In the current field of drug research and development, the study of drug targets has become an important issue. They are biomolecules that can be bound by drugs or other compounds in the body to initiate biological effects, involving key links in life activities or diseases. Understanding and mastering the basic knowledge of drug targets is of great significance for drug development, clinical use, and treatment effect assessment.
Part One: Drug Target Data
Compared with researching ways of drug design and synthesis, tools for understanding drug and target interactions from various aspects such as structure-activity relationships and drug similarity landscapes are key to developing new drugs. These data include not only drugs and targets, but also poor binding and non-binding compounds developed for discovering new drugs, surrogate drugs for improving treatment, cooperative targets of therapeutic targets for multi-target strategies and off-target investigations, and collective structure-activity and drug similarity landscapes for enhancing drug characteristics. However, these valuable data are underutilized in the available databases.
For example, Synapse database is a unique bioinformatics and cheminformatics resource that provides detailed drug (such as chemistry, pharmacology, and pharmacokinetic properties) and drug target (such as sequence, structure, and pathway) information, representing one of the most authoritative and widely used drug target databases.

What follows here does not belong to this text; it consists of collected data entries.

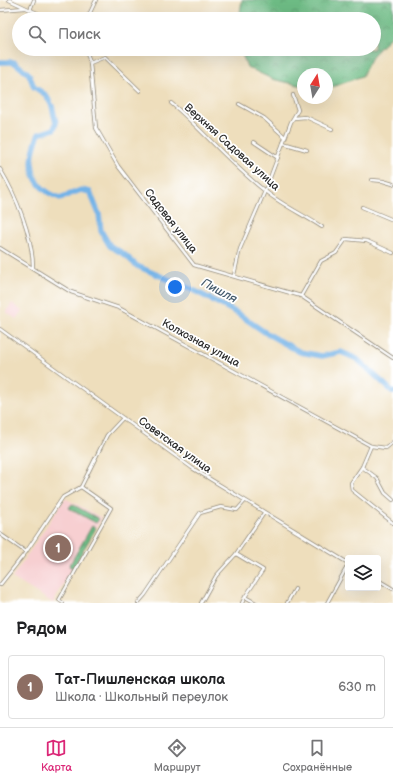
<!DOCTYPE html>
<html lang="ru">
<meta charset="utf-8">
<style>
:root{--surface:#fff;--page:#f6f6f6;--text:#202124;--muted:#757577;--line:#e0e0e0;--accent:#db2777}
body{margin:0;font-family:"Balsamiq Sans",sans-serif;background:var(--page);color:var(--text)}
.controls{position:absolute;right:12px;bottom:12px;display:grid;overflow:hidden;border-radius:4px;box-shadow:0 4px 16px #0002}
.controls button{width:36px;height:36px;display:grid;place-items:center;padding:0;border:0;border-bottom:1px solid var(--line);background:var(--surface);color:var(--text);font:20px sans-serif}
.compass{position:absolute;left:297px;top:68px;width:36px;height:36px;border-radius:50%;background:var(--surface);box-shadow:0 4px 16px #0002;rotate:11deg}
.you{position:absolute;left:175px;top:287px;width:14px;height:14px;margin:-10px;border:3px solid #fff;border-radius:50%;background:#1a73e8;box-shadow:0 0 0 6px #1a73e833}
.badge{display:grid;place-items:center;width:26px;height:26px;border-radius:50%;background:var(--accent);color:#fff;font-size:13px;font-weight:700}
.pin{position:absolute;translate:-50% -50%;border:2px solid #fff;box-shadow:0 1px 4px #0006}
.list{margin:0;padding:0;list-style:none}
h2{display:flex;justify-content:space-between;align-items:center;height:52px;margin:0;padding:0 16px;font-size:17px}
h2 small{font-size:13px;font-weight:400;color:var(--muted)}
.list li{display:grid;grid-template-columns:26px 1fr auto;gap:12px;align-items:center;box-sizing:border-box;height:64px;margin:0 8px 8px;padding:0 8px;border:1px solid var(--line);border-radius:4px}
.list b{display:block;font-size:15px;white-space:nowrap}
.list p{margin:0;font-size:13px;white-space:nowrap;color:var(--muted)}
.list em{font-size:13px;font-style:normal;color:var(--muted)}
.icon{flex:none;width:22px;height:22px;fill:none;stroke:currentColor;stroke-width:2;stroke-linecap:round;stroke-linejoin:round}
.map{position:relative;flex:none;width:393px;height:603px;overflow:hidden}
.search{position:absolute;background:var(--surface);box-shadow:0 4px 16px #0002;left:12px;right:12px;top:12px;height:44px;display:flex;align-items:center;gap:10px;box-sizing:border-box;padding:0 14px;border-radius:22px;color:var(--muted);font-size:15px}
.sheet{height:124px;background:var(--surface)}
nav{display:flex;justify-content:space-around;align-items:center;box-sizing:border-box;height:56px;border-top:1px solid var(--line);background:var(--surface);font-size:11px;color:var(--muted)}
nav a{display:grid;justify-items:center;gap:2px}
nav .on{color:var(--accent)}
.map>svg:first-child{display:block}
</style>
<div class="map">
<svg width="393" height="603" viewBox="0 0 393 603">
<defs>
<pattern id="forest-crowns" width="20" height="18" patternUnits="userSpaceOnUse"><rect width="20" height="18" fill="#6dbb84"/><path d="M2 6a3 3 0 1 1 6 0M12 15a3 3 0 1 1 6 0" fill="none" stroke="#5a986c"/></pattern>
</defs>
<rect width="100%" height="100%" fill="#fff"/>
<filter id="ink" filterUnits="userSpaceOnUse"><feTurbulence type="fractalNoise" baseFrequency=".025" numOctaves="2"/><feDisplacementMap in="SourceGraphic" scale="8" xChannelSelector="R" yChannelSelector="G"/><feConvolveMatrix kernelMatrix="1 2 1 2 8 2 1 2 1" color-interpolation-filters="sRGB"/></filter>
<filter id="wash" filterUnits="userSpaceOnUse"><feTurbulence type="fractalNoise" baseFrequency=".012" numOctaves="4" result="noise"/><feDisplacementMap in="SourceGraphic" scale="16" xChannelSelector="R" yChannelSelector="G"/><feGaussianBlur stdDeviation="0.9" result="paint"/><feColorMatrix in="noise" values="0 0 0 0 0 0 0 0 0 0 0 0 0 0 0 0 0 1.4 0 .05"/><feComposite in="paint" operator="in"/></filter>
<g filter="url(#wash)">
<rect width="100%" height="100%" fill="#eedebc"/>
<g fill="#f7cfd1">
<polygon points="12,303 22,311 16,319 6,312"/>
<polygon points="65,498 102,518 53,603 12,578"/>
</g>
<g fill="url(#forest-crowns)" stroke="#4c7358">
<polygon points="242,0 393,0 393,34 373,55 362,76 333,87 327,87 327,74 303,74 303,86 272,79 247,67 240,49 374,49 374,19 239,19"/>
<polygon points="72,504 99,519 96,523 69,508"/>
<polygon points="92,526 96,528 73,568 69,566"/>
</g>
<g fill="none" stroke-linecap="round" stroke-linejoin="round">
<path stroke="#74b3e7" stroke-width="5.5" d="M0,62H14L29,74L34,87L46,95L52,106L56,123L54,129L39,134C27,162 29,187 60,198L81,190L90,192L99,214L101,231L110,246L124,254L137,266L193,290L237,313L266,333L300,352L322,356L341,352L357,359L393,392"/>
</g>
</g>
<g filter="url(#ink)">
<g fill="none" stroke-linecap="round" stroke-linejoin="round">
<g stroke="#8c8474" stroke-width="4">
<g id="street">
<polyline points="9,0 50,19"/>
<polyline points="0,10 25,8"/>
<polyline points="30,10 34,0"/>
<polyline points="87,19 96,0"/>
<polyline points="86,49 90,63 96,128 118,166 194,265 301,296 393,358"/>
<polyline points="90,63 105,57 140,91"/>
<path d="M171,103C204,131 231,165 265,191C282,205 304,215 322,227"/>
<polyline points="239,104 264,118 285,137"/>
<polyline points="294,118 306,117 332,129"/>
<polyline points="254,142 278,158"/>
<polyline points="283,143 307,150"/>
<path d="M0,169C16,195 33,237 33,268"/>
<polyline points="372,180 383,181 393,184"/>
<polyline points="362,207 393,220"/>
<polyline points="0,248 71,292 119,308 371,446 386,448 393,442"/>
<polyline points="234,275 240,249 265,191 291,122 298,110 293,95"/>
<polyline points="301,296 321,261 336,253 346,239 367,241 393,253"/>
<polyline points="0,329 192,468 348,563"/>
<polyline points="371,446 362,467 377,478 385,493 393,500"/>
<polyline points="362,467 351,483 352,490 393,523"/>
<polyline points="0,534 26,552"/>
<polyline points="236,554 263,570 245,597 256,603"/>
<polyline points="378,580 393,589"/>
<polyline points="0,585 26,552 63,497 81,487"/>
<polyline points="63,603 59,600 111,508 81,487 107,435 123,418"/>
<polyline points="138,603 145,595 200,513 221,507 237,510 245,501"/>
<polyline points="201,603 216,576 236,554 264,513"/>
<polyline points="242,603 245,597"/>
<polyline points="287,603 295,589"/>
<polyline points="327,603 348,565"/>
</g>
</g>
<use href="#street" stroke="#fff" stroke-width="2.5"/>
</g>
</g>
<g text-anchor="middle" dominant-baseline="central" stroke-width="3.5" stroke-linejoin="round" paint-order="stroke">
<g font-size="11" fill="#2b2b2b" stroke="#fff">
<text transform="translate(232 147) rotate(42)">Верхняя Садовая улица</text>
<text transform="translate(171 221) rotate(52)">Садовая улица</text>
<text transform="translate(201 343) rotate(29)">Колхозная улица</text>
<text transform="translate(175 445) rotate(36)">Советская улица</text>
</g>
<g font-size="12" font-style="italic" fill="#455b6d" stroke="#fff">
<text transform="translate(219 291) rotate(28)">Пишля</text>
</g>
</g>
</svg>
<div class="controls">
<button><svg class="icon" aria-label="layers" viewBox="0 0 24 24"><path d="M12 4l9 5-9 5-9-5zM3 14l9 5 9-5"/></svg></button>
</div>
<svg class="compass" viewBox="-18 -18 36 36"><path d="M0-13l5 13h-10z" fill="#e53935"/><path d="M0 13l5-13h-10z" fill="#757577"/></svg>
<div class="you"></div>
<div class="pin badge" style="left:58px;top:548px;background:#8d6e63">1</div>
<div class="search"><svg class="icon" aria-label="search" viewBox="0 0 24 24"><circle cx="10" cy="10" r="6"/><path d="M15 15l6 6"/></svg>Поиск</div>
</div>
<section class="sheet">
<h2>Рядом<small></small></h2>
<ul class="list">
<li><span class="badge" style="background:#8d6e63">1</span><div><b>Тат-Пишленская школа</b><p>Школа · Школьный переулок</p></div><em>630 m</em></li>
</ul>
</section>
<nav>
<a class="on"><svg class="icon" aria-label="map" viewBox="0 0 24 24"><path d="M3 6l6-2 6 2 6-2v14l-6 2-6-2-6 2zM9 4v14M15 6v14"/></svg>Карта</a>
<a><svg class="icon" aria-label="directions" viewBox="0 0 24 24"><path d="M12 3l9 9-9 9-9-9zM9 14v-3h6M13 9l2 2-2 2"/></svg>Маршрут</a>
<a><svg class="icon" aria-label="saved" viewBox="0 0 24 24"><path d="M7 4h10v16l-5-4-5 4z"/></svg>Сохранённые</a>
</nav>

Part Two: What are Potential Targets?
Potential drug targets are molecules or cell tissues that play a decisive or important role in the disease process, which may not yet be widely used or researched, but it is hoped that significant changes in the progress and condition of the disease can be made through drug intervention. For example, the regulation of a certain protein may prevent or delay the development of a disease, and this protein can be considered as a potential target.
Part Three: What are Hot Targets?
On the contrary, the so-called “hot targets” usually refer to the targets of current key research and clinical trials, with the main criterion being their significant therapeutic effects shown in laboratory and clinical research. Common hot targets include PD-1/PD-L1, HER2/neu, and BRAF V600E, which play important roles in cancer treatment, breast cancer treatment, and malignant melanoma treatment.
Part Four: The Value and Challenges of Potential Targets and Hot Targets
Research on potential targets and hot targets can help promote the innovation of drug discovery and therapies. However, the discovery and validation of drug targets is a complex, time-consuming, and costly process.
Compared with hot targets, potential targets are relatively in the early stages, so their drug development and clinical trial success rates are relatively lower, and the scientific research investment and risks are relatively greater. Overemphasis on hot targets may lead to neglect of other therapeutic potential targets, limiting the diversity and breadth of drug development.
Conclusion:
A comprehensive study of drug targets can not only promote the research progress in related fields, but also help the development and introduction of new drugs. Potential targets and hot targets are two types of targets often focused on by the pharmaceutical industry, and they play an irreplaceable role in different disease prevention and treatment and drug development. We hope that by interpreting the basic knowledge of drug targets, we can bring some insights and reflections to everyone and promote the healthy development of future drug research.